How long did it take for your approach evolve? What and who were your influences?
As a kid I was very much interested in the Impressionists painters and their idea about light. Later I was obsessed with the work of Gustav Klimt and Egon Schiele and their combination of beauty with a twist. As a student, “American Illustration” became my Bible…the approach in illustration that time was so much more artistic as what I was used to see in Germany.
I was always inspired and touched by the imperfection of beauty and the power of simplicity. That’s why I love so much African and South American folk art and Indian miniatures. Whenever I was in New York my first thing to do was to go to the American Folk Art Museum.
Black Antoinette is a gorgeous collection of your work. Tell me where the title came from?

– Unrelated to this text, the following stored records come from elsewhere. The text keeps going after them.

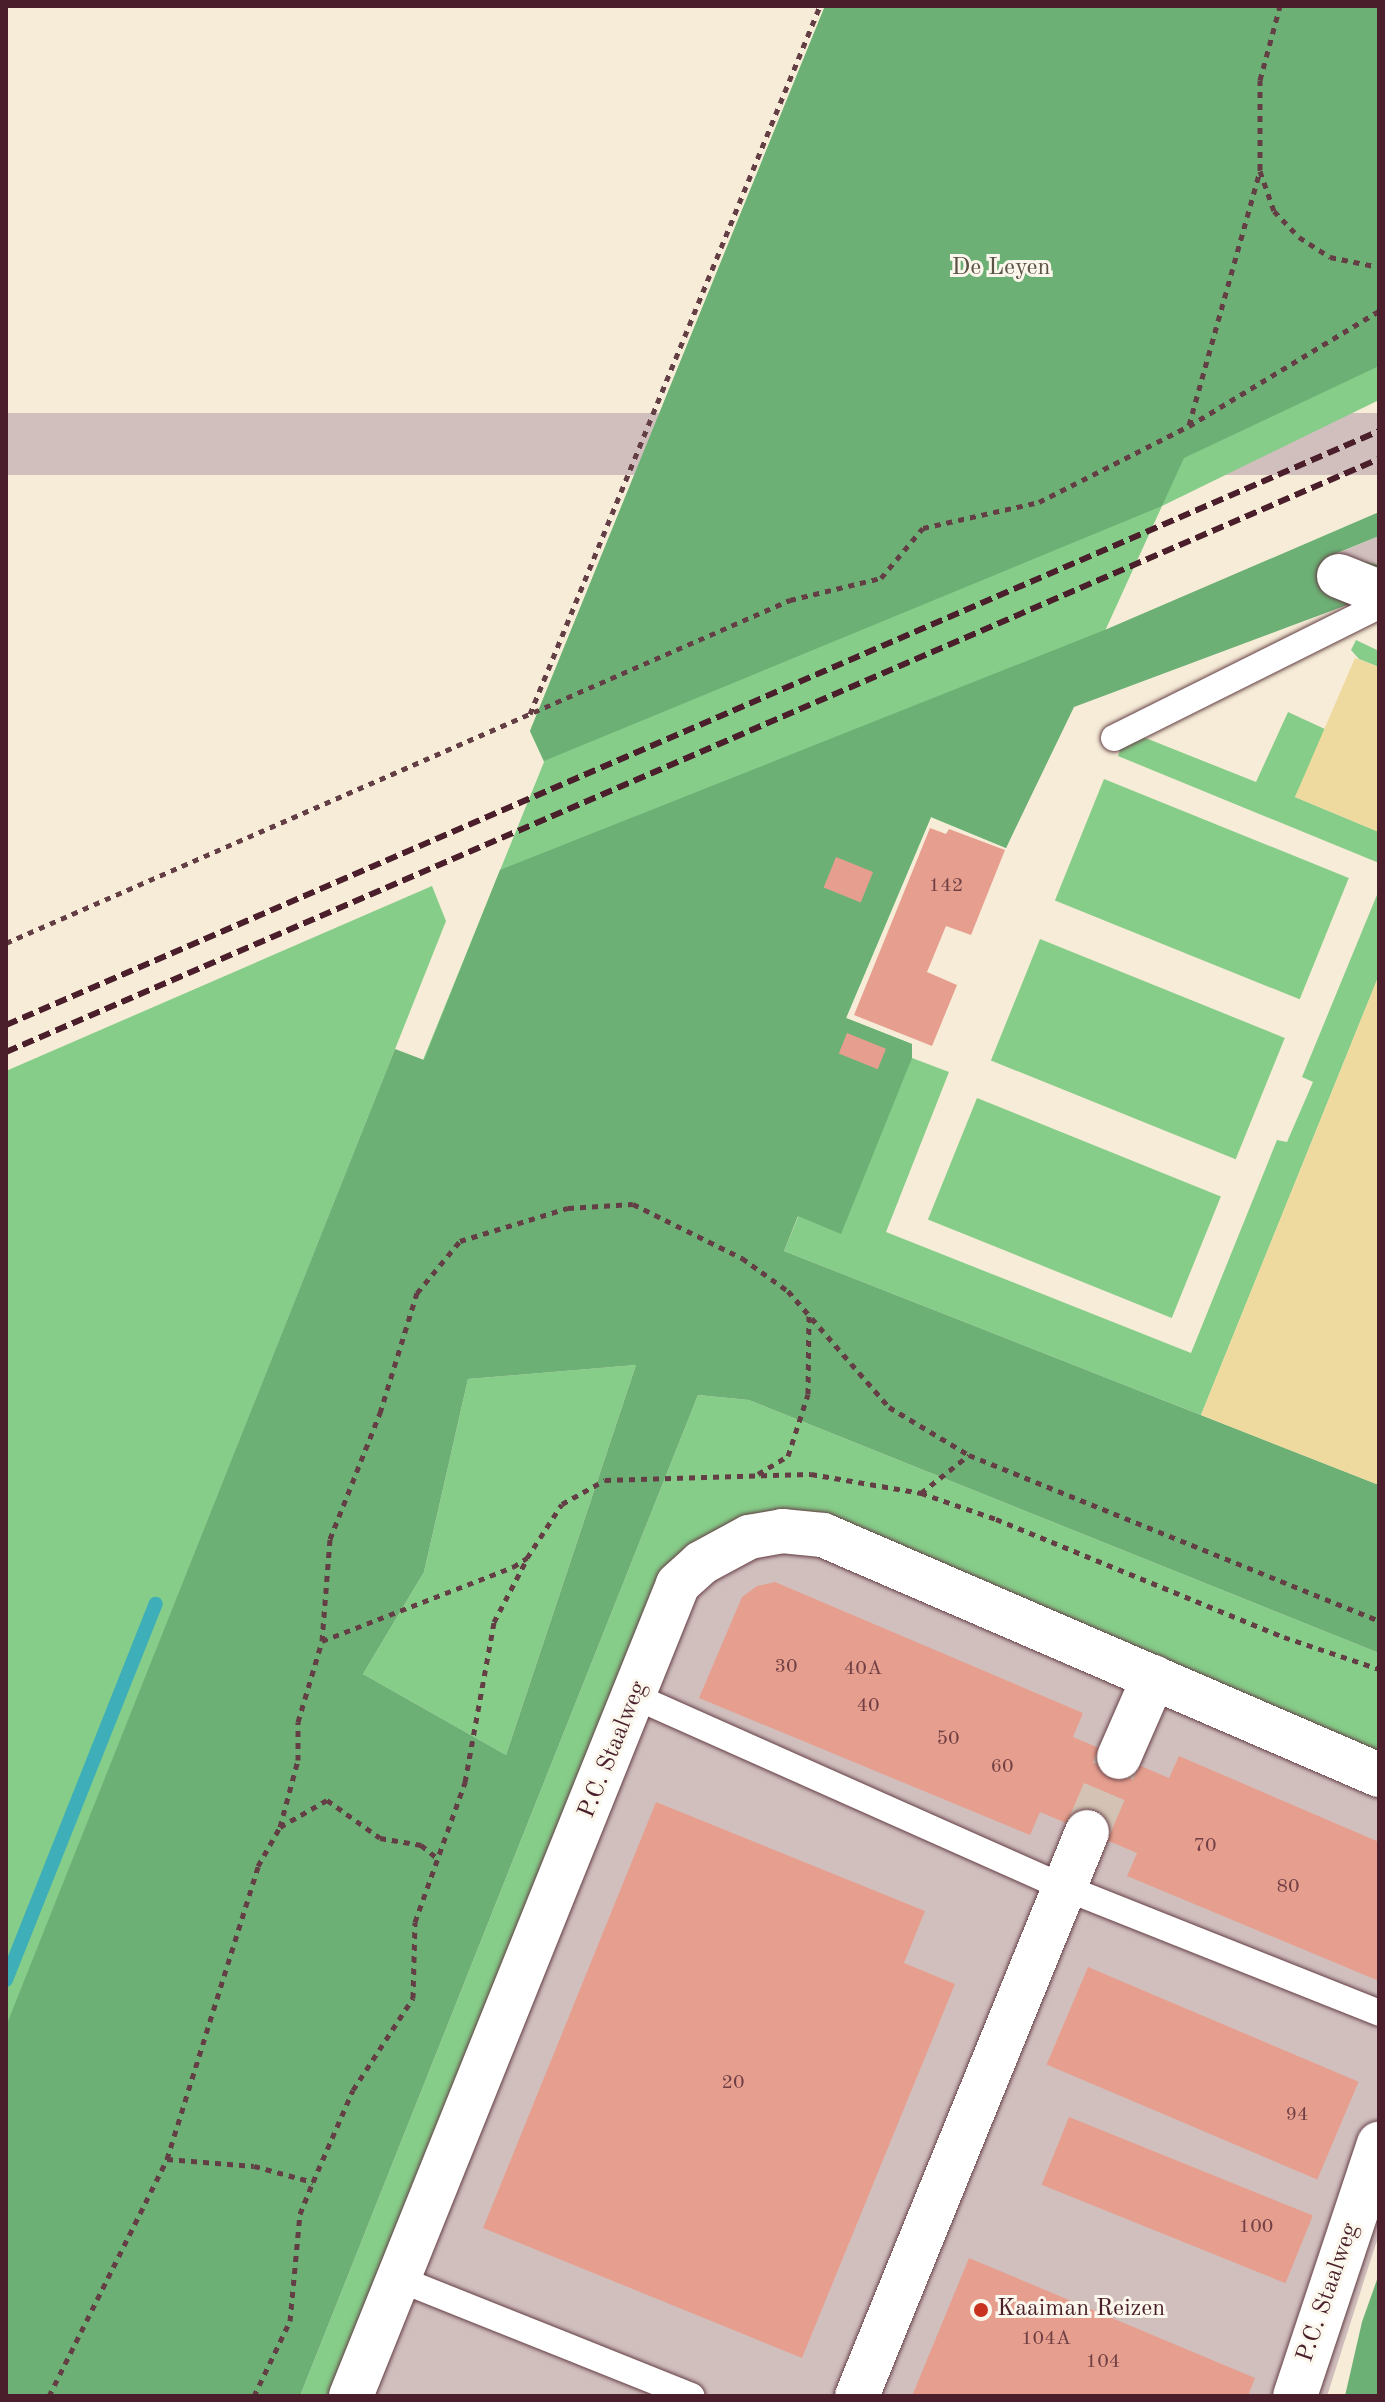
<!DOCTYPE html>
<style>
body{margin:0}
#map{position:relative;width:1385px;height:2402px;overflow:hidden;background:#f6ecd7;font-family:"Old Standard TT",serif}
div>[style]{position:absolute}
.industrial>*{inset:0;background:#d1bfbe;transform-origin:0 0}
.green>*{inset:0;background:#86cd89;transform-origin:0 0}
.forest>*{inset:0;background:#6cb075}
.sand>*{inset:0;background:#eeda9e}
.stream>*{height:14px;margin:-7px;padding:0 7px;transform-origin:7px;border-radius:7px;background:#3eaeb8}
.building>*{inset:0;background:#e69f8e;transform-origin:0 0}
.minor-tunnel>*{height:44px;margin-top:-22px;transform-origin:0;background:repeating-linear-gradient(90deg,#d4c3b5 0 44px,transparent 0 66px)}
.path>*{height:5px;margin-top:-2.5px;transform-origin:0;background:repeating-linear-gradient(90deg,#643e45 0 6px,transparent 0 12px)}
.roads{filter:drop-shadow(0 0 2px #643e45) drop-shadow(0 0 2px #643e45)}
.service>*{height:26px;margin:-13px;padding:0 13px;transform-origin:13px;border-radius:13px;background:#fff}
.minor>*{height:44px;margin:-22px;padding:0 22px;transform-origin:22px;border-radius:22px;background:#fff}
.rail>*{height:6px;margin-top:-3px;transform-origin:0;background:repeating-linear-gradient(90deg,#4a1f2b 0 12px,transparent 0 18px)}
.dots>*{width:22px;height:22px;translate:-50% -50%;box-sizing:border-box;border:4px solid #fbf7ec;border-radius:50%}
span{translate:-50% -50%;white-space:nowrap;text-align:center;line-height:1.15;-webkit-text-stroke:6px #fbf7ec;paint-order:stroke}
.number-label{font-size:20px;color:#713f44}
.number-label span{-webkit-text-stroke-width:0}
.park-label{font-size:24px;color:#5c5347}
.street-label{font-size:24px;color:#4a1f2b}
.poi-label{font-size:24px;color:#4a1f2b}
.left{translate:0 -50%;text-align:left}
.frame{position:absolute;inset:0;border:8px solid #4a1f2b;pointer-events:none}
</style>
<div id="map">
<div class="industrial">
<i style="left:1379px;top:413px;width:62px;height:1496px;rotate:90deg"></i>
<i style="clip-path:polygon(1379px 536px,1379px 565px,1334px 555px)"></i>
<i style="clip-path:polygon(692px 1463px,1379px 1753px,1379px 2234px,1327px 2396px,308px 2396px)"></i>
</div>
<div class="green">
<i style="clip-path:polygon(825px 6px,1379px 6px,1379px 400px,1162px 506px,1006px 848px,931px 817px,846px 1018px,912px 1044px,912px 1058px,949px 1072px,886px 1232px,1191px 1353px,1277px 1140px,1287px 1142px,1313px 1082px,1302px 1077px,1379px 890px,1379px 975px,1201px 1415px,784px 1251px,798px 1217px,423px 1060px,544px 762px,530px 731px)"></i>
<i style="clip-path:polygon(1356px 640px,1379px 651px,1379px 667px,1359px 659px,1351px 650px)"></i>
<i style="clip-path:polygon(1288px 712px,1327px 730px,1295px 797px,1379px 832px,1379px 863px,1118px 756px,1124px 737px,1133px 733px,1256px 782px)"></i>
<i style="left:1104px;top:779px;width:264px;height:131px;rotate:22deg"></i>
<i style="clip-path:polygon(432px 886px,446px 921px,6px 2027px,6px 1071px)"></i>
<i style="left:1040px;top:939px;width:264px;height:131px;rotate:22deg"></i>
<i style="left:977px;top:1098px;width:263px;height:131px;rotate:22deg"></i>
<i style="clip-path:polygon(636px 1365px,506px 1755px,363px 1674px,424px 1572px,468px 1379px)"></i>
<i style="clip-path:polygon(698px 1395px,749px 1400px,1379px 1653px,1379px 1754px,818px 1513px,761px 1512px,699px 1539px,330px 2396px,300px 2396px)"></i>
</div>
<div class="forest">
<i style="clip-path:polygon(825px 6px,1379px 6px,1379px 366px,1184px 458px,1162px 506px,544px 761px,530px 731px)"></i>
<i style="clip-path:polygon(evenodd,1379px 512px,1379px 536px,1335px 554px,1379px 565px,1379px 593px,1074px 707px,1006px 848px,931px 817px,846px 1018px,912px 1044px,912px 1058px,841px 1234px,798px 1216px,784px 1251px,1379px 1485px,1379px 1653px,749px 1400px,698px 1395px,300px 2396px,6px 2396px,6px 2026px,395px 1049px,424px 1060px,500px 870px,1107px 629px,1379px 512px,636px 1365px,506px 1755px,363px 1674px,424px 1572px,468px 1379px,636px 1365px)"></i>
<i style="clip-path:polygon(1379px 2274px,1379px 2396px,1345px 2396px,1362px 2322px)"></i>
</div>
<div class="sand">
<i style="clip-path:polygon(1355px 658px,1379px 667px,1379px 832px,1295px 797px)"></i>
<i style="clip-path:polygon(1379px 975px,1379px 1485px,1201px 1415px)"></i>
</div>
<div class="stream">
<i style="left:6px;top:1980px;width:405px;rotate:-68.3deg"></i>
</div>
<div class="building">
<i style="clip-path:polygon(930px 828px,946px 834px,949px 829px,1005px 850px,971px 935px,946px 926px,927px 972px,957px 985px,932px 1046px,854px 1015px)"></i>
<i style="left:836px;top:857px;width:40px;height:33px;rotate:22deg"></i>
<i style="left:847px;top:1033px;width:42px;height:22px;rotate:22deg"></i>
<i style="clip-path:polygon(775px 1582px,1083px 1713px,1073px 1737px,1169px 1778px,1179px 1756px,1379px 1842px,1379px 1981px,1127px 1876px,1137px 1853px,1040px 1812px,1030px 1835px,699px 1698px,742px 1597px,757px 1586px)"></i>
<i style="clip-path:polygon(656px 1802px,925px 1911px,904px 1963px,955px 1984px,802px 2358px,483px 2228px)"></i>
<i style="left:1088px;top:1967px;width:294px;height:106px;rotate:23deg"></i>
<i style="left:1069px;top:2117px;width:263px;height:73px;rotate:22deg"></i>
<i style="clip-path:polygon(969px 2258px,1255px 2378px,1248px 2396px,912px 2396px)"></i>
</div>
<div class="minor-tunnel">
<i style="left:1087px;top:1832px;width:82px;rotate:-66.9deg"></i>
</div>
<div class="path">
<i style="left:1260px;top:171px;width:42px;rotate:70.7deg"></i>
<i style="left:1274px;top:211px;width:36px;rotate:46deg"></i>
<i style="left:1299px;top:237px;width:37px;rotate:33deg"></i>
<i style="left:1330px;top:257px;width:50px;rotate:11.5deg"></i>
<i style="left:1189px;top:425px;width:265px;rotate:-74.4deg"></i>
<i style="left:1260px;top:170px;width:90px;rotate:-90deg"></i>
<i style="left:1260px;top:80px;width:77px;rotate:-74.9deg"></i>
<i style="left:530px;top:714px;width:765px;rotate:-67.73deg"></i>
<i style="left:6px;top:943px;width:856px;rotate:-23.63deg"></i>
<i style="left:790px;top:600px;width:94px;rotate:-13.6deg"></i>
<i style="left:881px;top:578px;width:65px;rotate:-50deg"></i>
<i style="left:923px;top:528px;width:119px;rotate:-12.6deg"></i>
<i style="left:1039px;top:502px;width:168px;rotate:-26.9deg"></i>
<i style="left:1189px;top:426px;width:222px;rotate:-31.2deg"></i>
<i style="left:758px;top:1474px;width:35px;rotate:-31deg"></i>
<i style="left:788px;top:1456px;width:65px;rotate:-72.1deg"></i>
<i style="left:808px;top:1394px;width:78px;rotate:-89.3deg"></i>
<i style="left:921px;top:1493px;width:61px;rotate:-38.4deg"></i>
<i style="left:322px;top:1641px;width:205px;rotate:-21.2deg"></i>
<i style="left:513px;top:1567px;width:17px;rotate:-33deg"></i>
<i style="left:527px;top:1558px;width:64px;rotate:-57.1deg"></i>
<i style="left:562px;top:1504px;width:49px;rotate:-29.2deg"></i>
<i style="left:605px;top:1480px;width:206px;rotate:-1.7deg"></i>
<i style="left:811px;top:1474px;width:112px;rotate:9.8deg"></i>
<i style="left:921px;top:1493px;width:79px;rotate:19.1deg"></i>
<i style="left:996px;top:1519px;width:311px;rotate:22.3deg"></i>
<i style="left:1284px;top:1637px;width:100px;rotate:18.6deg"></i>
<i style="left:280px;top:1827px;width:54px;rotate:-29.9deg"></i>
<i style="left:327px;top:1800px;width:65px;rotate:35.6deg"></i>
<i style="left:380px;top:1838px;width:42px;rotate:9.7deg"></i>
<i style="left:421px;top:1845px;width:22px;rotate:39deg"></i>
<i style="left:167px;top:2159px;width:87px;rotate:4.6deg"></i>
<i style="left:254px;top:2166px;width:61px;rotate:15.2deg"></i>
<i style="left:49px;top:2396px;width:265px;rotate:-63.5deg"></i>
<i style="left:167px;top:2159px;width:307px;rotate:-72.7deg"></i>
<i style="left:258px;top:1866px;width:45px;rotate:-60.6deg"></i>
<i style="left:280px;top:1827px;width:69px;rotate:-75deg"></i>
<i style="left:298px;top:1760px;width:38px;rotate:-90deg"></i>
<i style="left:298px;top:1722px;width:84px;rotate:-73.5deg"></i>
<i style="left:322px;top:1641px;width:102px;rotate:-85.5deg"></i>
<i style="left:330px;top:1539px;width:136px;rotate:-68.4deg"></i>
<i style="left:380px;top:1413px;width:126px;rotate:-72.9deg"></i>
<i style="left:417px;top:1293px;width:67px;rotate:-50.4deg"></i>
<i style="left:460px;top:1241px;width:113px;rotate:-17deg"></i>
<i style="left:568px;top:1208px;width:65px;rotate:-3.5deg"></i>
<i style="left:633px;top:1204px;width:122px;rotate:26.4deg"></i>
<i style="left:742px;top:1258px;width:57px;rotate:35.7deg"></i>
<i style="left:788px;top:1291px;width:154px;rotate:49deg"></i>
<i style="left:889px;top:1407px;width:93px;rotate:31deg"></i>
<i style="left:969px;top:1455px;width:442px;rotate:22deg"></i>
<i style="left:254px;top:2396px;width:83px;rotate:-64.4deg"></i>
<i style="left:290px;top:2321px;width:107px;rotate:-84.7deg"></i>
<i style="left:300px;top:2214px;width:35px;rotate:-68deg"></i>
<i style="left:313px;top:2182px;width:100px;rotate:-66.5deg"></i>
<i style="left:353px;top:2090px;width:110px;rotate:-56.9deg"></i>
<i style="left:413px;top:1998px;width:76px;rotate:-88.5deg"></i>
<i style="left:415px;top:1922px;width:149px;rotate:-70.3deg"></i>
<i style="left:465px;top:1782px;width:163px;rotate:-79.7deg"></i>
<i style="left:494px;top:1622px;width:71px;rotate:-62.4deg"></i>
</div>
<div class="roads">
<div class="service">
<i style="left:1114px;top:738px;width:296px;rotate:-26.5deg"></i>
<i style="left:636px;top:1697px;width:467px;rotate:24deg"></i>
<i style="left:1063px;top:1887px;width:340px;rotate:21.7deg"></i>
<i style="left:399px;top:2279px;width:315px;rotate:21.8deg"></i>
</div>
<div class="minor">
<i style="left:1339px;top:576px;width:43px;rotate:21.8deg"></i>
<i style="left:1119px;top:1757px;width:87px;rotate:-66.4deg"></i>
<i style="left:351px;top:2396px;width:875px;rotate:-68.06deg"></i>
<i style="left:678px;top:1584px;width:31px;rotate:-42deg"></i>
<i style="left:701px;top:1563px;width:55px;rotate:-28.4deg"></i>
<i style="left:749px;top:1537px;width:34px;rotate:-10deg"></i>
<i style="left:782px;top:1531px;width:41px;rotate:5.6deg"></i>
<i style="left:823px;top:1535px;width:606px;rotate:23.35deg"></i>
<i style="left:857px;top:2396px;width:609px;rotate:-67.81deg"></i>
<i style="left:1295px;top:2396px;width:266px;rotate:-71.6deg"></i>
</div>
</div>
<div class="rail">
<i style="left:6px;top:1025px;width:1496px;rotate:-23.39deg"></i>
<i style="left:6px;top:1052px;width:1496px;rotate:-23.36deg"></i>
</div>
<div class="dots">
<i style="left:981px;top:2310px;background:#c8321e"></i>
</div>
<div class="number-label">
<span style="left:946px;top:886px">142</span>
<span style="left:786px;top:1667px">30</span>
<span style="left:863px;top:1669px">40A</span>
<span style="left:868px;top:1706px">40</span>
<span style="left:948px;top:1739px">50</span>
<span style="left:1002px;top:1767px">60</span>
<span style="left:1205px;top:1846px">70</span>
<span style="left:1288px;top:1887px">80</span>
<span style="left:733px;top:2083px">20</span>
<span style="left:1297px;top:2115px">94</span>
<span style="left:1256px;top:2227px">100</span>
<span style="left:1046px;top:2339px">104A</span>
<span style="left:1103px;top:2362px">104</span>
</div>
<div class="park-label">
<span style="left:1001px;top:269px">De Leyen</span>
</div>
<div class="street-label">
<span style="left:614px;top:1750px;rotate:-68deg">P.C. Staalweg</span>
<span style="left:1329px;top:2293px;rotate:-71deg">P.C. Staalweg</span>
</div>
<div class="poi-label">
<span class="left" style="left:997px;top:2310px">Kaaiman Reizen</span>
</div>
<div class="frame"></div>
</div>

My idea was to create an image of luxury, opulence, and beauty which has nothing to do with wealth and prosperity. I adapted the idea of Marie Antoinette and created a “Black Antoinette” who is wearing the idea of the whole nature on her head—the beauty as well as the birth and death and the evanescence. Out of the first image I painted a whole series was born.
You attempt to recreate paradise using all kinds of exotic flora. Why are you so in tune with flowers?
Flowers are such symbolic elements for me. I sometimes try to paint a “real” flower, but most of them are just self created. The flower can be such a strong symbol for birth and death, for beauty and poison and the diversity of the nature. I try to combine them with animals and insects and thorns and water: a whole circle of life!
Much of your work is portraiture—known and unknown faces. There appears to be a reference here to the Islands, and the signs used for barber shops and beauty parlors. Is this true?
I was always in love with the barber shop signs and the painted advertising walls. These simple paintings had such a sophisticated power. One series in the book (which is actually a very old one, but which I exhibited in South Africa 2 years ago) is “Fashion Heads” an inspiration from the barber shop signs… the heads and the idea to illustrate them with high fashion brands! Most of the portraiture in the book is assigned work from magazines like Rolling Stone, Paste, or others.
There is a curious melancholia in your work, in the colors and the faces. Can you describe the feeling of doing the painting White Black?
I think there is always a bit of the dark side in my paintings… the paintings can look beautiful, but I am glad if the beholder is taking a second look. I was offered a show in Cape Town at a gallery and I was using my impressions of Africa as a departure point for this series of new paintings. I tried to combine a sense of wonder inspired by the continents natural beauty with a darker look at its social and political reality. The portrait “White Black” is a portrait of the albino model Shaun Ross, which was a great symbol for my idea about South Africa.
There is also a carnivalesque aesthetic that is both surreal and fantastic. Where does this come from?
Well, I think this is more a personal thing. Maybe my way of how to see the world. As a young kid and later as well, I was always wishing to be far away from my German native. The special aesthetic of my work comes out of my fantasy and my empathy and my access to mystical archetypes
Finally, one of the most amazing images in the book is Black Antoinette 3, her hair aglow with flora of all kinds. Who is this person?
She is not a real person, just a wonderful fictional character which shows strength, beauty, and pride.